At the time, though, this deal was already being examined as a possible solution.
The negotiations and analysis remained secret for months as details were worked out. Even last week when asked by The Enquirer, both organizations denied working together.
Many details need to be sorted out, but the savings would come from “elimination of redundancies,” said A. Larry Fisk, chief financial officer of the Museum Center.
The Freedom Center had cut its number of full-time employees to 34, from 120. The Museum Center has 300 employees, full- and part-time. The merger will eliminate 4 percent to 4.5 percent of employees – about 15 positions. Other savings come from bulk purchasing.

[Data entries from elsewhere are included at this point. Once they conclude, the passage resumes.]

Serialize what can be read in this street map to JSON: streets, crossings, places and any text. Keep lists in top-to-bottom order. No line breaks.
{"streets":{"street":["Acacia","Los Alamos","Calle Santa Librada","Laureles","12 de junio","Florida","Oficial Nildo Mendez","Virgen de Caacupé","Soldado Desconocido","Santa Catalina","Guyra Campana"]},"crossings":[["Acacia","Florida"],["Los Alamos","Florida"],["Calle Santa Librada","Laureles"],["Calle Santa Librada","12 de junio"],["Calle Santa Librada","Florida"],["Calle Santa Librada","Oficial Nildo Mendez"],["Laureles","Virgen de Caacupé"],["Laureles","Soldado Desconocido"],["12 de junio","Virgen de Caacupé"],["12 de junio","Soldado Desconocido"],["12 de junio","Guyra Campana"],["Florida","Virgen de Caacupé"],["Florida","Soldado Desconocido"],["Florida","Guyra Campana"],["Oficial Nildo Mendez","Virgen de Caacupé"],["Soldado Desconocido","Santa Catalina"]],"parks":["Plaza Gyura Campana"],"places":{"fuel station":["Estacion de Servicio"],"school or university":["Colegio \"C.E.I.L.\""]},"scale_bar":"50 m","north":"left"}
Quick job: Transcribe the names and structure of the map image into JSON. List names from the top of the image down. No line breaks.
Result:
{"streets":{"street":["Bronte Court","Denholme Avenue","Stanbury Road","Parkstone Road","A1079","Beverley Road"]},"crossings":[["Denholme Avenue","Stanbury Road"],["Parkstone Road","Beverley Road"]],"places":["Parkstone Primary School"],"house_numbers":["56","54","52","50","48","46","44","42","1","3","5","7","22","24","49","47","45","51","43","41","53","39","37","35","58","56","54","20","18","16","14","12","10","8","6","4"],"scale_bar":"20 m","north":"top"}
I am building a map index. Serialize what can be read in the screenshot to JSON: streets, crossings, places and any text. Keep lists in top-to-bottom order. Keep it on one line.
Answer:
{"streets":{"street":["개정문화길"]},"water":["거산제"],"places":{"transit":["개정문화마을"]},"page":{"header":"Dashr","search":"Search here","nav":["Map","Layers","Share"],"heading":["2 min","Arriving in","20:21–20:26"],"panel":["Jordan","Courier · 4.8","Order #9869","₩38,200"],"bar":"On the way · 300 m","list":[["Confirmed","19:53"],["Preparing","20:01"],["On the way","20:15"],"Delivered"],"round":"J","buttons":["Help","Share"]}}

Debt also played into making the decision.
The Freedom Center owns its building. Pepper and his family played a major role in retiring $27 million in debt in 2010. The Museum Center, however, is carrying $8 million in debt, and the savings on its end of the new arrangement should help it pay off additional pieces of the debt while interest rates are at all-time lows.
(Page 3 of 3)
Then came the votes.
The Freedom Center board approved a resolution Jan. 30 expressing intent to join Cincinnati Museum Center’s corporate structure. Ten days later the Cincinnati Museum Center board approved a resolution acknowledging that vote, promising to strengthen the delivery of the Freedom Center’s mission and authorizing its management to present the plan to the public.
Freedom Center will not receive taxpayer supportFrom its origins in the early 1990s, long before it broke ground on its building in 2002 and opened in 2004, Freedom Center leaders said they would not be taxpayer supported. That pledged changed, and the center received $20 million in federal, state, county and city money since its opening, a funnel that has closed to about $275,000 in 2012.
Hamilton County has provided just $15,350 since the Freedom Center opened.The new arrangement with the Museum Center will not open that faucet. Douglass McDonald said no county levy dollars will be used to support the Freedom Center.
The Cincinnati Museum Center has an operating levy which brings in about $3 million dollars a year. It costs the owner of a $100,000 home $5 a year. The Museum Center is also asking Hamilton County Commissioners to put a $150 million building repair levy on the November ballot. .
McDonald said the repair levy request is “separate” from the Freedom Center agreement and that there would be “no diversion of funds” to the Freedom Center.
“In no way will the tax levy be used for anything other than the Museum Center,” McDonald said.
The Freedom Center has worked in the past year to form partnerships or develop programs with colleges or other academic institutions. Among them is Historians Against Slavery, which is attempting to raise awareness of contemporary slavery and link it to historical slavery of African Americans.
“The merger provides an incredible amount of credibility locally,” said James Stewart, founder of Historians Against Slavery and history professor and Minnesota’s Macalester College. “The idea that the Freedom Center is now linked to an organization with deep roots in Cincinnati can help put the Freedom Center on solid ground in its hometown.”
A long-held criticism of the Freedom Center was that it was aloof and disconnected to the local black community.
Cincinnati NAACP President Christopher Smitherman, also a member of city council, praised the museum agreement.
“I think there will be shared services that will make the freedom center more financially viable,” Smitherman said. “I see this as a win for everybody. Everyone has assured there is no financial bleeding over from one institution to another.”